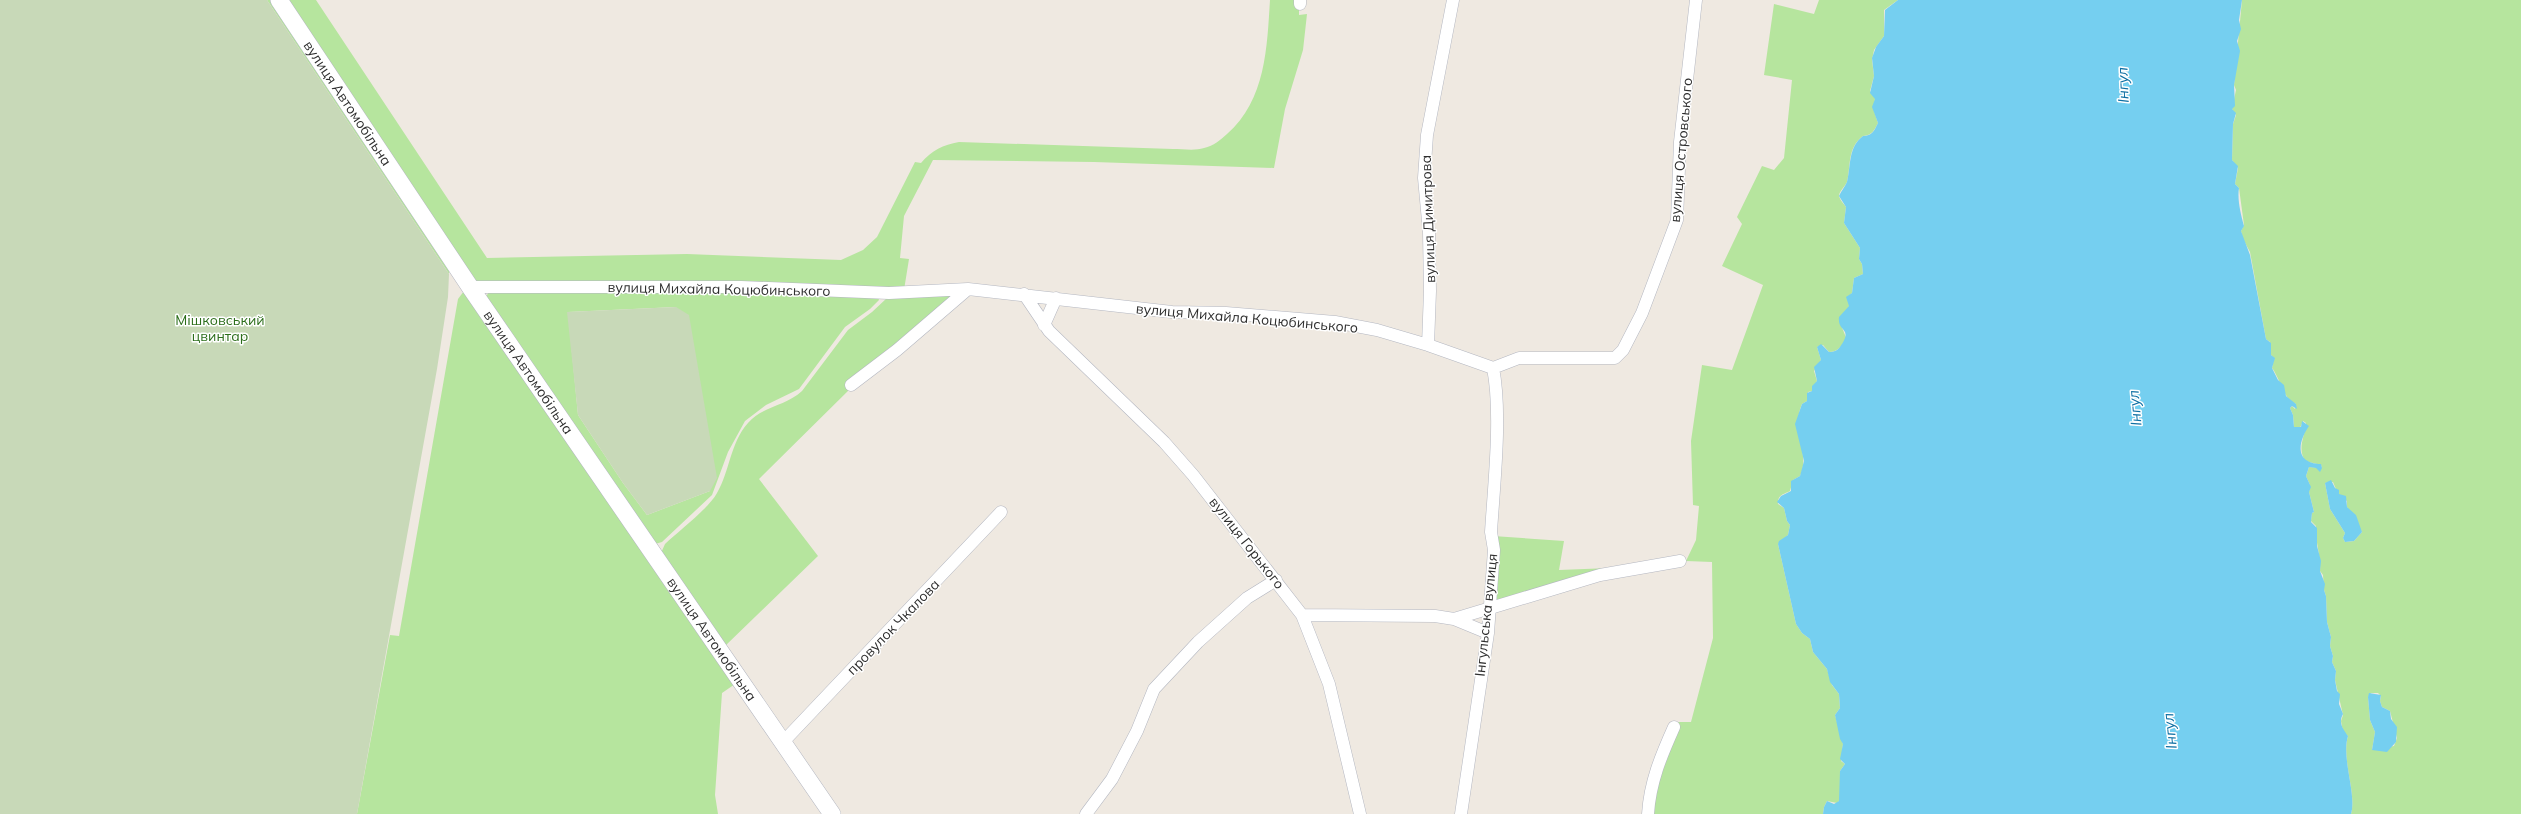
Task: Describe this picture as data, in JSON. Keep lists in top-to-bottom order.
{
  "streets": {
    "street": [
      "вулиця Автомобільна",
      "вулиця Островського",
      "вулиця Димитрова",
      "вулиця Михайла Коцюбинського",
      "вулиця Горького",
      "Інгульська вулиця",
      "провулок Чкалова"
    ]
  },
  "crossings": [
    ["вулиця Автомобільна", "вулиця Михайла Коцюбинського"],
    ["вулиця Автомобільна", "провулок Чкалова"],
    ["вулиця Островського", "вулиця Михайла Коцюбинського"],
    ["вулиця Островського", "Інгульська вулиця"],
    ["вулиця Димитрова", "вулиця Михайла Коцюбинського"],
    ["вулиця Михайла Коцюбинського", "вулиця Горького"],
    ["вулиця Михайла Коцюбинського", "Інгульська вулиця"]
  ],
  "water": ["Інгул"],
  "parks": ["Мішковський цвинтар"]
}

WHAT YOU NEED TO DO
Give the records a second time exactly, keeping the images out.

SOLUTION TO THIS EXERCISE
Task: Describe this picture as data, in JSON. Keep lists in top-to-bottom order.
{
  "streets": {
    "street": [
      "вулиця Автомобільна",
      "вулиця Островського",
      "вулиця Димитрова",
      "вулиця Михайла Коцюбинського",
      "вулиця Горького",
      "Інгульська вулиця",
      "провулок Чкалова"
    ]
  },
  "crossings": [
    ["вулиця Автомобільна", "вулиця Михайла Коцюбинського"],
    ["вулиця Автомобільна", "провулок Чкалова"],
    ["вулиця Островського", "вулиця Михайла Коцюбинського"],
    ["вулиця Островського", "Інгульська вулиця"],
    ["вулиця Димитрова", "вулиця Михайла Коцюбинського"],
    ["вулиця Михайла Коцюбинського", "вулиця Горького"],
    ["вулиця Михайла Коцюбинського", "Інгульська вулиця"]
  ],
  "water": ["Інгул"],
  "parks": ["Мішковський цвинтар"]
}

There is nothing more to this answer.